Bij gebouweigenaren is oude- en meer recente technische kennis over hun complex(en) terug te vinden in documentatie binnen archieven en/of computersystemen. De documentatie van een complex is vaak niet meer volledig omdat veelal stukken zijn verdwenen of onvoldoende zijn bijgehouden, waardoor niet altijd duidelijk is wat er achter een gevel- of dak afwerking aanwezig is en of dit strookt met de huidige aanwezige bouwinformatie.
Soms krijgen we met wat geluk bestektekeningen of werktekeningen toegestuurd en als het kan revisietekeningen met daarbij de bouwdetails (en een materiaalstaat met stempel definitief zou helemaal geweldig zijn). Omdat bestek- en werktekeningen sterk kunnen afwijken van de werkelijkheid (hoe er destijds ook echt gebouwd is), komen we in de praktijk tijdens gevel- en dakinspecties vaak voor verrassingen te staan en blijkt een detail of bouwmateriaal anders te zijn dan gearchiveerde bouw- informatie en/of documentatie.

Met alle respect voor de bouwlieden in de decennia van de wederopbouw (na WW2) en met name de periode tussen 1970 en 1988, zien we dat een gebouwschil in werkelijkheid vaak afwijkt en/of anders qua doorsnede is uitgevoerd dan oude tekeningen en huidig uiterlijk ons hebben doen vermoeden.

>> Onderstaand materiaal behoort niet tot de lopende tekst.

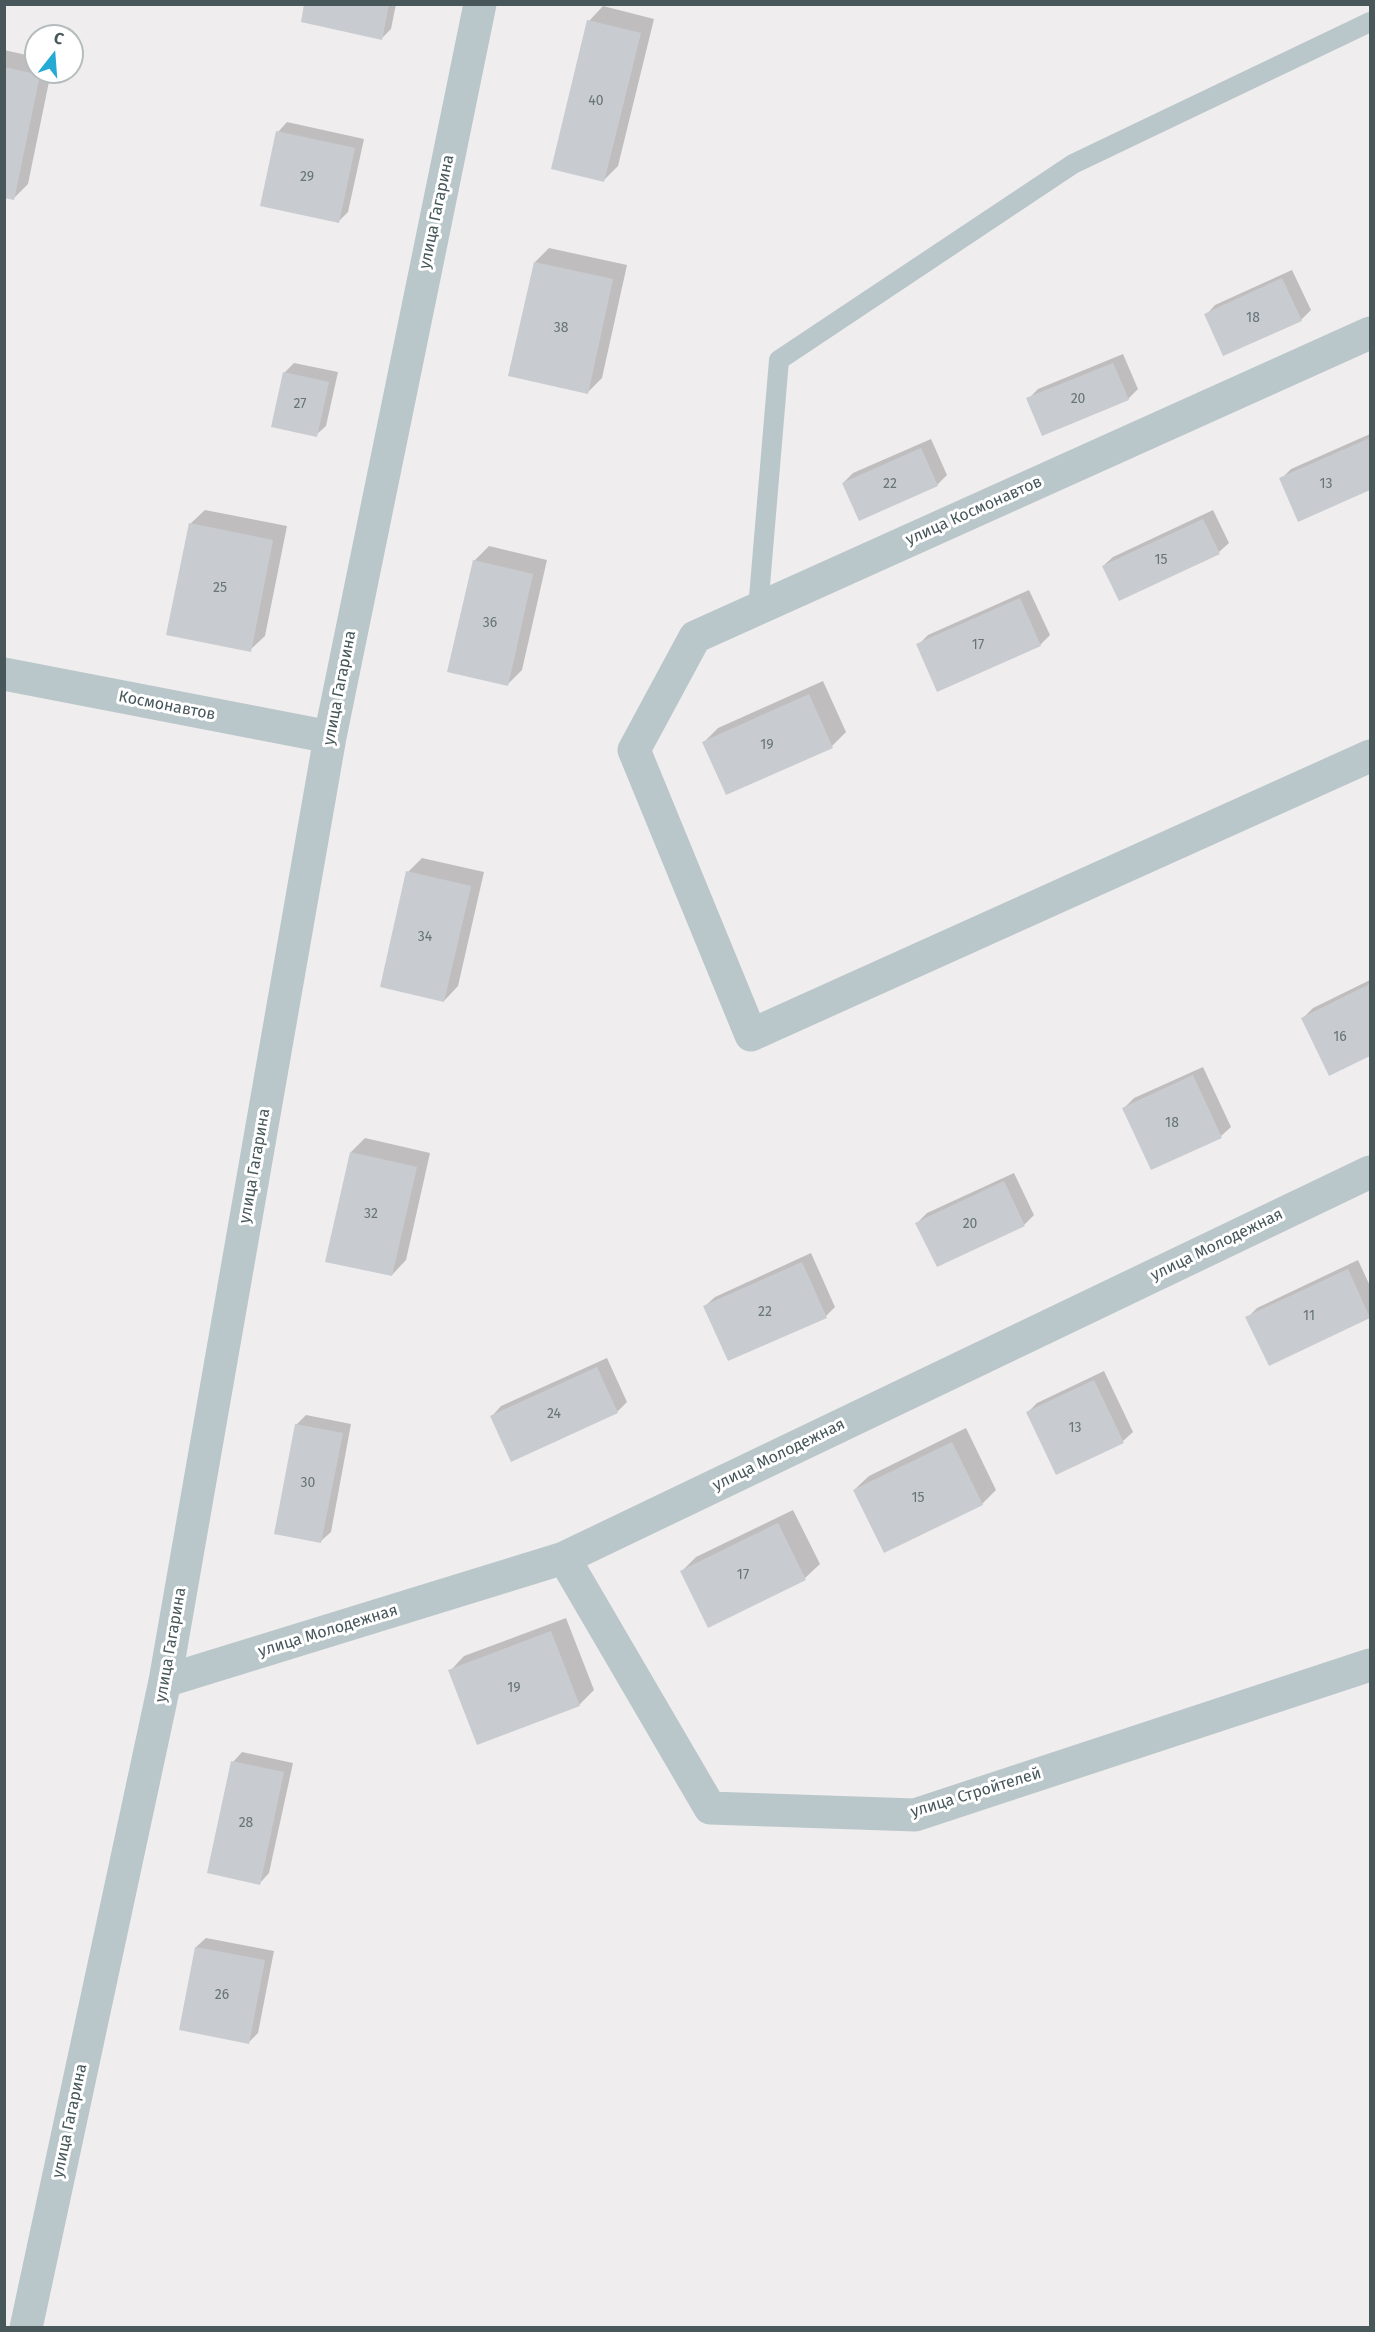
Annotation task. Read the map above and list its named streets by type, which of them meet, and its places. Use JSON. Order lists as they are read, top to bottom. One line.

In de decennia van de wederopbouw werden woningen uit de grond gestampt met de kennis, de middelen en bouwmaterialen – waaronder asbest – die op dat moment voorradig waren. Na de ontdekking en toepassing van aardgas in Nederland (1959-1963) kwam er meer hoogbouw en qua snelheid ook meer prefab toepassingen bij. Om de snelheid van bouwen te optimaliseren qua gebouwschil, werd een tariefsysteem ingevoerd.

Tariefsysteem
Bij het behalen van een vastgestelde productie per bouwdiscipline per dag, ontvingen de bouwlieden een extra geldbeloning naast het netto loon. Het voordeel van een (rond het millennium 2000 afgeschaft) tariefsysteem is dat de productie gehaald werd binnen gestelde bouwtermijn. De nadelen (slordigheden) van het tariefsysteem blijken eveneens zoals:
- Spouw niet overal even breed en spouwvervuiling
- Details die niet kloppen en juist voor problemen zorgen zoals waterkeringen
- Onvoldoende spouwankers en/of onjuist geplaatst
- Onzorgvuldig isolatie of zelfs na-isolatie toegepast
- Gevolgschades door onvoldoende materialenkennis
- Makke gevelmetselwerk door onjuist gebruik (gemak) van toeslagmiddelen in de legmortel
- Bouwschuim – vilt – folie – en overige chemie of kunststof; onbekendheid met de juiste toepassingen
Een ander belangrijk nadeel van bouwen in Nederland tot circa 1980 was het gebrek aan voldoende kennis over toepassen van isolatie en thermische onderbreking in gebouwconstructies.
Tijdens gevel- en dakinspecties van wooncomplexen vanaf bouwjaar 2010, zien we dat de invloed van bouwtoezicht sterk achterwege is gebleven. In de periode vanaf 2010 trokken gemeenten zich terug met bouw- en woningtoezicht, werd er minder dagelijks toezicht door bouwopzichters uitgeoefend of kregen bouwopzichters meer projecten toebedeeld, waardoor onvoldoende aanwezigheid, aandacht en betrokkenheid ontstond. Zodoende kon de bouwopzichter onvoldoende ondersteuning bieden aan de uitvoerder en bouwplaats personeel.
De verantwoordelijkheid van bouwbedrijven en gebouweigenaren werd alsmaar groter en alle precaire zaken zoals eisen aan constructies, brandveiligheid en energetische duurzaamheid werden richting de aannemers verschoven. Dit zien we ook in het nieuwe kwaliteitsborging systeem.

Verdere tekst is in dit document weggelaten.